**PROBLEM DESCRIPTION**
Could you copy each line of the entries that contains "toPath"?

**Data extracted from a collection**

──────────

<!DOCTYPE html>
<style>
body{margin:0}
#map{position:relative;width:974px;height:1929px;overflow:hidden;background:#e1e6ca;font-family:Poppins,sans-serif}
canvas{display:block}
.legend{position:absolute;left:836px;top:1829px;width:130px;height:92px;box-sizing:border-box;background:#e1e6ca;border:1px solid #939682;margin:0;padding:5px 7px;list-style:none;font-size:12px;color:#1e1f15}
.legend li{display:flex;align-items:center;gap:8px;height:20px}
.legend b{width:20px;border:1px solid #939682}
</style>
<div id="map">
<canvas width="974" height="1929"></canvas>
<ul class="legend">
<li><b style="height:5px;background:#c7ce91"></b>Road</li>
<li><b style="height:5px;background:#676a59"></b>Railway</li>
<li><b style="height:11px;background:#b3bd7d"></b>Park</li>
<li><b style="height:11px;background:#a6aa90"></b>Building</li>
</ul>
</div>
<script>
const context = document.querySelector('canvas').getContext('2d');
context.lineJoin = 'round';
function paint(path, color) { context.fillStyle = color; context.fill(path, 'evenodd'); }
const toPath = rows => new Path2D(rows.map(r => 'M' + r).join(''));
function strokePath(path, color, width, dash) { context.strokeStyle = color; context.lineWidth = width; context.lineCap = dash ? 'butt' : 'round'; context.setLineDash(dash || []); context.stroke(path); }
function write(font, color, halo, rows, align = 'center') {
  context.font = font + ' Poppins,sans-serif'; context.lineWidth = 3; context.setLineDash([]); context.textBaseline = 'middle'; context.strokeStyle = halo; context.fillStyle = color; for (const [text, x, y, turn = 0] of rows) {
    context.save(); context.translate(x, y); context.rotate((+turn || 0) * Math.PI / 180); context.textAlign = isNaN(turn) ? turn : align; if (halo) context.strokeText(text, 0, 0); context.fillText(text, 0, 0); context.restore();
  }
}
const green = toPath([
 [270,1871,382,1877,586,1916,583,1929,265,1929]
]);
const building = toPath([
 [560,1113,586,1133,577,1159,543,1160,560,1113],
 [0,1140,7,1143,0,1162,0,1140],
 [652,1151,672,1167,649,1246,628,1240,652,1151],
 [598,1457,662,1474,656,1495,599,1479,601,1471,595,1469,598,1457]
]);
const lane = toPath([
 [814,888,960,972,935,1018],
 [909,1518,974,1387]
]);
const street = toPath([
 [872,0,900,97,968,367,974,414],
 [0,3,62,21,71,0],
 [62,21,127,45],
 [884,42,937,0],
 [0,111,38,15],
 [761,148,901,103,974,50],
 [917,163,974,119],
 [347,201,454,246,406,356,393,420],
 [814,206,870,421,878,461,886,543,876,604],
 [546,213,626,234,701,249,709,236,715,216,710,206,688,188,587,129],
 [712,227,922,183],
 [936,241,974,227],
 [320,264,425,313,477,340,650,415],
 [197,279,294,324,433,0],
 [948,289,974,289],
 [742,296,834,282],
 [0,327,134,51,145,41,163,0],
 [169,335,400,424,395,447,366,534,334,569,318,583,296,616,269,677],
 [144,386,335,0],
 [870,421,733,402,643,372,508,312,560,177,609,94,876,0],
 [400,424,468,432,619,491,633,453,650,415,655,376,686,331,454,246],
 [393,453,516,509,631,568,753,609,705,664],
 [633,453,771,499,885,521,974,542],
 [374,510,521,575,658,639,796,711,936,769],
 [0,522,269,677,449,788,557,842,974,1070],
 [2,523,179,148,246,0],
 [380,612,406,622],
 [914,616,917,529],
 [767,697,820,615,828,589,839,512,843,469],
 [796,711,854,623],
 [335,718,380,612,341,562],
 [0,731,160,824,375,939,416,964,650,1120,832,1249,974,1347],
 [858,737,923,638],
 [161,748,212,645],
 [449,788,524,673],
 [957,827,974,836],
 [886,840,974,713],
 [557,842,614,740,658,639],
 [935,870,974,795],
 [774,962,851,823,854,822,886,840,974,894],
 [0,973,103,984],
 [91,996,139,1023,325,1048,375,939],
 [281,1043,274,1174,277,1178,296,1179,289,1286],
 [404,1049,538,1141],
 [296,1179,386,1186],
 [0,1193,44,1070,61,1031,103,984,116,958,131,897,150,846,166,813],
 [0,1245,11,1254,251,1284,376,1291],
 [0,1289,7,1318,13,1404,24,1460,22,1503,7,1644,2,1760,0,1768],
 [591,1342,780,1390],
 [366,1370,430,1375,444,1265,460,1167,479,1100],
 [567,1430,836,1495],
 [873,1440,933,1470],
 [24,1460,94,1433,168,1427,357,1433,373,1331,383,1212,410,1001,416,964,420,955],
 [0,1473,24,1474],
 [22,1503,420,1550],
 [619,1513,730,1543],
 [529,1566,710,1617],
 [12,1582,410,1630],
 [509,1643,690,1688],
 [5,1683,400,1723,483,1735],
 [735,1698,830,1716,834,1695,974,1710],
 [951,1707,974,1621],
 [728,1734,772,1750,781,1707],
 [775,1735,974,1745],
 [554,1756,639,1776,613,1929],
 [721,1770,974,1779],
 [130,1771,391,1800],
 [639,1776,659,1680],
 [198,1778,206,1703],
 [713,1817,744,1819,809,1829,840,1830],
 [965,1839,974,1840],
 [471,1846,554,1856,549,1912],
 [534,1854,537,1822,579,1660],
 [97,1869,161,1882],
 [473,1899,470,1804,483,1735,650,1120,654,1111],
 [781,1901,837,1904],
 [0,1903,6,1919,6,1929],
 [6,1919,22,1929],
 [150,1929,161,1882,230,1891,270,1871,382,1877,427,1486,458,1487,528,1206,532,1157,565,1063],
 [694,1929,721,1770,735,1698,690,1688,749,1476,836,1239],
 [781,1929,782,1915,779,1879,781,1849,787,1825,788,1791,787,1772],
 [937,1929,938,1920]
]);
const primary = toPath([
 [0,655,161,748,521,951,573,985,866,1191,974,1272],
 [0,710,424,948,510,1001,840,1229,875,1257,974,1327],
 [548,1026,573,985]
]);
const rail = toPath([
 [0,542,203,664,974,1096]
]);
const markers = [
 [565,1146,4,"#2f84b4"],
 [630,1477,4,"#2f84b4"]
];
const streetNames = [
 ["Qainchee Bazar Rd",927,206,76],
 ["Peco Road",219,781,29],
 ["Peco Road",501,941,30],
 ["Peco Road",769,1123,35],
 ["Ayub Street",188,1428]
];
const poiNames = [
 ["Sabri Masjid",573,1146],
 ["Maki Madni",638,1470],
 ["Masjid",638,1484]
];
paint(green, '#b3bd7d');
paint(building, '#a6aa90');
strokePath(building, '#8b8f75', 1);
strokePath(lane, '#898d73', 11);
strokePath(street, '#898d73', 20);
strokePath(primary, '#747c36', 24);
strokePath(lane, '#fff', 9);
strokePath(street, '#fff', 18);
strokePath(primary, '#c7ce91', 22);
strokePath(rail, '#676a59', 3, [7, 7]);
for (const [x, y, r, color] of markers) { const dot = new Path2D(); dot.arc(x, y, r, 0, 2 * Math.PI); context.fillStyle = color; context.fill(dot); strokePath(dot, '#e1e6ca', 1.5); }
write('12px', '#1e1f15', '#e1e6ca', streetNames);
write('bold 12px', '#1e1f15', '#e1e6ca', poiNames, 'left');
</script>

──────────

**RESPONSE AREA**
const toPath = rows => new Path2D(rows.map(r => 'M' + r).join(''));
const green = toPath([
const building = toPath([
const lane = toPath([
const street = toPath([
const primary = toPath([
const rail = toPath([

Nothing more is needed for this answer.